Enter an optional description for this monitor that will make it easier to understand what the monitor does. For example, network traffic or main server response time. This description will be displayed on with each bar chart and graph in Management Reports and appended to the tool-tip displayed when you pass the mouse cursor over the status icon for this monitor on the monitor detail page.

Depends On

To make the running of this monitor dependent on the status of another monitor or monitor group, use the drop-down list to select the monitor on which this monitor is dependent. Select None to remove any dependency.

Depends Condition

If you choose to make the running of this monitor dependent on the status of another monitor, select the status condition that the other monitor or monitor group should have in order for the current monitor to run normally. The current monitor will be run normally as long as the monitor on which it depends reports the condition selected in this option.

List Order

By default, new monitors are listed last on the Monitor Detail page. You may use this drop-down list to choose a different placement for this monitor.

Error if

Set an error threshold for this monitor. The thresholds are used when the "Run Alerts: once, ..." option is chosen. By default, an error is signaled whenever there is one or more matching events. Select a comparison value from the list, and use the comparison operator list to specify an error threshold such as: >= (greater than or equal to), != (not equal to), or < (less than).

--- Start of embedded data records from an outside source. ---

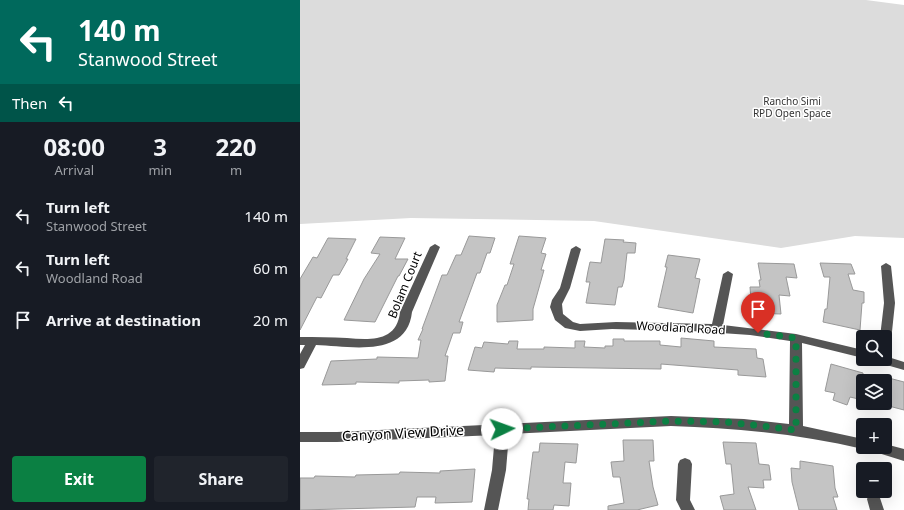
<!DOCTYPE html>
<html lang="en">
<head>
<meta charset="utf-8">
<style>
	body { margin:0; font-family:"Noto Sans",sans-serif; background:#20242c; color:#f1f3f6; height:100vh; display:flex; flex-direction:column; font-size:15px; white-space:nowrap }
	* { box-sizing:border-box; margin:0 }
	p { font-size:13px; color:#9ea1a6 }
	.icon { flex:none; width:22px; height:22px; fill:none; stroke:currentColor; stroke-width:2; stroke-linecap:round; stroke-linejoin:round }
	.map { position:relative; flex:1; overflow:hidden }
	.details { display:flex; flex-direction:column; background:#171b24; width:300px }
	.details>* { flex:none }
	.hud { background:#00695c; color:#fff; overflow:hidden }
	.controls { position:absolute; left:556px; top:330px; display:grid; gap:8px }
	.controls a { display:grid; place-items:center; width:36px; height:36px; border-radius:4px; background:#171b24; box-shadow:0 4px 16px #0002; font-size:20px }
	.pin { position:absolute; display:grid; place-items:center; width:34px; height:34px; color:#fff; margin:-41px -17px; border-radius:50% 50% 50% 0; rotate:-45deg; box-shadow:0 0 4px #0007 }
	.pin .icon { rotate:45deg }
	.me { position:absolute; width:44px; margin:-22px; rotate:87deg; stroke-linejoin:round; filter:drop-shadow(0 0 3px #0008) }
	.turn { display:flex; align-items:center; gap:14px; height:84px; padding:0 12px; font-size:18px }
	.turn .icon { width:52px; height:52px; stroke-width:2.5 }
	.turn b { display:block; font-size:28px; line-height:34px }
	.then { display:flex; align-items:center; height:38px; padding:0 12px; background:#0003; gap:8px; font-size:15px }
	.eta { display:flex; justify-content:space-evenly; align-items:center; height:68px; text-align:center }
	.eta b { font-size:24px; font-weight:700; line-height:28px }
	.primary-button { display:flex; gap:8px; margin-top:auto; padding:8px 12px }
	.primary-button a { flex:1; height:46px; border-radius:4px; background:#0b8043; color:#fff; font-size:16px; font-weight:700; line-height:46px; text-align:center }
	.primary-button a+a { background:#20242c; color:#f1f3f6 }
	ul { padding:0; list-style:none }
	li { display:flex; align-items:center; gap:12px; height:52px; padding:0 12px }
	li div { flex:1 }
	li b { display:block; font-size:15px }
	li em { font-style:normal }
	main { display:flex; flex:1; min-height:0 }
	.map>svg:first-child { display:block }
	.green { fill:#dcdcdc }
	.building { fill:#c4c4c4; stroke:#999 }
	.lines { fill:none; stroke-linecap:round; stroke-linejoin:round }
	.minor { fill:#555; fill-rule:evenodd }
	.route { stroke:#0b8043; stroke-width:7; stroke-dasharray:0 12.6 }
	.labels { text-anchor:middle; stroke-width:3; stroke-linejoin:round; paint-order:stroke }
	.far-park-label { font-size:10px; fill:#333; stroke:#fff }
	.street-label { font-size:12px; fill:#000; stroke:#fff }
	.near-street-label { font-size:14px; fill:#000; stroke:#fff }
</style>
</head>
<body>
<main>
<section class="details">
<div class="hud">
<div class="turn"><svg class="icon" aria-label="left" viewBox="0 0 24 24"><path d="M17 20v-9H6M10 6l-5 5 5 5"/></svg><div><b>140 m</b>Stanwood Street</div></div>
<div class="then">Then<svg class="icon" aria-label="left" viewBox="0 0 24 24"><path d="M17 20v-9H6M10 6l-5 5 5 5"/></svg></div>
</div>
<div class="eta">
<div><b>08:00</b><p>Arrival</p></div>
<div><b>3</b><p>min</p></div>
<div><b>220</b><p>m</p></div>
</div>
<ul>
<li><svg class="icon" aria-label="left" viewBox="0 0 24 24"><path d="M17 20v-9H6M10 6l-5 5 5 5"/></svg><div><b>Turn left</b><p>Stanwood Street</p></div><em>140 m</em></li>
<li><svg class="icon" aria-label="left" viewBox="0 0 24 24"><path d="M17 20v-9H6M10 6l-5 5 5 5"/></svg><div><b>Turn left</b><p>Woodland Road</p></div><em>60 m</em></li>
<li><svg class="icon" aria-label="arrive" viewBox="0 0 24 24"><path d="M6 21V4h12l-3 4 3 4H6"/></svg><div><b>Arrive at destination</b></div><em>20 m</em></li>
</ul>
<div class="primary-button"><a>Exit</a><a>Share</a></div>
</section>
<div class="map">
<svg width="604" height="510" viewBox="0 0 604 510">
	<rect width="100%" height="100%" fill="#fff"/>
	<!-- green -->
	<path class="green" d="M0,0h566l38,5v233l-49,-2 -74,12 -187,-27 -183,-3 -111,6z"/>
	<!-- building -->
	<g class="building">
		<path d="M169,236l26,2 -5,15h-3l-7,20h-3l-18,49h4l-3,11h-7l-8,23h3l-3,25 -16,1v-2l-30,1v2l-43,-1v2l-34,1 9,-24 46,-2v-2l41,1 3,-18h-3l5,-11h-1l20,-54h5l9,-20h5z"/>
		<path d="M219,236l27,2 -5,15 5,1 -5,16h3l-11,39v11l-36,2v-17l8,-20h2l7,-21h-4z"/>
		<path d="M80,237l25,1 -10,21h13l-9,17h-1l-23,46 -31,-2 20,-41 16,-25 -9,-1z"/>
		<path d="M28,238l28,1 -10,20h2l-9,16h-6l-12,23 -4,-1 -17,33v-51l13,-22 4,1z"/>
		<path d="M305,239l19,1 -1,2 13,1 -1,10h-8l-3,27 -2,7h-4l-3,18 -29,-2 4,-21h-4l2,-11 2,-9 11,1z"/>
		<path d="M368,255l32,4 -5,19 5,1 -7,34 -35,-6 9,-40h-2z"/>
		<path d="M458,263l36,1 3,14 -11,-1 4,19 -11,-1 2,19 -29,-1 -2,-26h10l-1,-7h2z"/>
		<path d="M520,263l31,1 4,10h-7l5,16 11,2v11h-2l-2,27 -37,-8 2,-13h2l3,-32h-6z"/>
		<path d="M381,338l33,3v6l42,2 1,9 6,1 3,18 -28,-2v-5l-77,-6v5l-130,-2v2l-36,-1 -1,4 -26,-2 7,-23 7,1 2,-6 24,2 1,-3h9l-1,8h27v-2l31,1v-7h10l-1,6 21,1v-2h8v-7h11v2h36v4l21,2z"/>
		<path d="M531,364l32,9v27l-13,-3 -3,8 -14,-5 2,-7 -10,-2z"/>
		<path d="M585,377l19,5v28l-19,-5z"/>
		<path d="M323,440h30l1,21h-5l4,26 5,18 -21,5h-29v-4l16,-3 -4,-26h-7l-2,-15 13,-1z"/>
		<path d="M423,442l33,1 3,21 10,1 2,15h-8l1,8 -16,-1 8,23h-32l-4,-14 14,-2 -3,-30h-5z"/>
		<path d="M240,443l38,1 -2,19 -11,-1 -2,21h8l-2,23 -15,-1 -1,5h-25l1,-11h-2l6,-47h6z"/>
		<path d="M500,461l33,5 2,22 3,9h-5l4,13h-38l-7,-28 -1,-14 9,1z"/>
		<path d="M175,469l-3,33 -37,1 1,-6h-19l-2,10 -115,3v-32h14l1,-2 40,1 1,-2 43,-1 1,-2 40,1v-2z"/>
	</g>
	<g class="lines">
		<!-- minor -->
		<g class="minor">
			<path d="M135,244l5,3 -28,65c-5,47 -63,34 -96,33l-12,23 -4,1v-15l5,-9h-5v-8c16,0 31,0 47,1 23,2 50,4 53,-26l30,-65z"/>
			<path d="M276,246l5,3 -11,39 -8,16 1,10 10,8 7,2 36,-2 96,2 11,-50 5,-3 5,3 -10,51 73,9 67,16v8l-61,-15 1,83 60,13v8l5,1 -5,1c-63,-15 -127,-21 -192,-23l-162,8 -3,36 -8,40h-14l8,-40 3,-35 -158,7h-37v-10h37l334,-16 73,3 45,5 1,-83 -40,-6 -58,-4 -80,-2 -32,2 -15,-3 -10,-8 -5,-13 2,-7 8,-12 11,-39z"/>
			<path d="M586,263l5,3 4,37 -4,38 -2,3 -4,1v-8h-5l4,-34 -3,-37z"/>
			<path d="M585,356l19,6v8l-28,-8 -2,-3h11z"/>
			<path d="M585,444l19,5v12l-32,-10 -2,-4h15z"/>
			<path d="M385,458l5,2 2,4 -2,36 5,10h-14l-5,-10 2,-36 2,-4z"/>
			<path d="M574,493l5,2 5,15h-14l-3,-11 2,-4z"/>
		</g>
	</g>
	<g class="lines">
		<!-- route -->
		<path class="route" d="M202,429l169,-8 56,1 69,8v-92l-38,-5"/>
	</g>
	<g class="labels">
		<!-- far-park labels -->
		<g class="far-park-label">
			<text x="492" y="105">Rancho Simi<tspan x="492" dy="12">RPD Open Space</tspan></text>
		</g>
		<!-- street labels -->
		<g class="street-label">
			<text transform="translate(105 285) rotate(-68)" y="4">Bolam Court</text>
			<text transform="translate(381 328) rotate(3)" y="4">Woodland Road</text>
		</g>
		<!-- near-street labels -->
		<g class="near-street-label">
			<text transform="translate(103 433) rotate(-3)" y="5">Canyon View Drive</text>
		</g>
	</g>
</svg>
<div class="controls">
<a><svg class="icon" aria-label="search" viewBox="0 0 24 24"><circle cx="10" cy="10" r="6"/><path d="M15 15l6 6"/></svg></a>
<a><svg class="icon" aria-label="layers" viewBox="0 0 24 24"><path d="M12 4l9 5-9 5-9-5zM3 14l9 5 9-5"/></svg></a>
<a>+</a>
<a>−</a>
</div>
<div class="pin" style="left:458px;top:333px;background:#d93025"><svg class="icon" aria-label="arrive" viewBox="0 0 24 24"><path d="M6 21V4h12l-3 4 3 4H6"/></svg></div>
<svg class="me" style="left:202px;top:429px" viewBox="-20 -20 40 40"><circle r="19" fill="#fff"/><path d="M0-13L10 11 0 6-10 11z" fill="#0b8043"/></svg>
</div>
</main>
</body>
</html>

The possible comparison values are:

matches - the number of matches found.
lines - the number of lines processed.
lines/min - the number of lines per minute processed during this monitoring period.
matches/min - the number of matches per minute that occurred during this monitoring period.

Warning if

Set the Warning threshold for this monitor. The default is to generate a warning if SiteScope is unable to read the log file. The symbols in the comparison value drop-down list are the same as those for Error if.

Good if

The default is to mark the monitor as good if the log file can be read and there are no matches.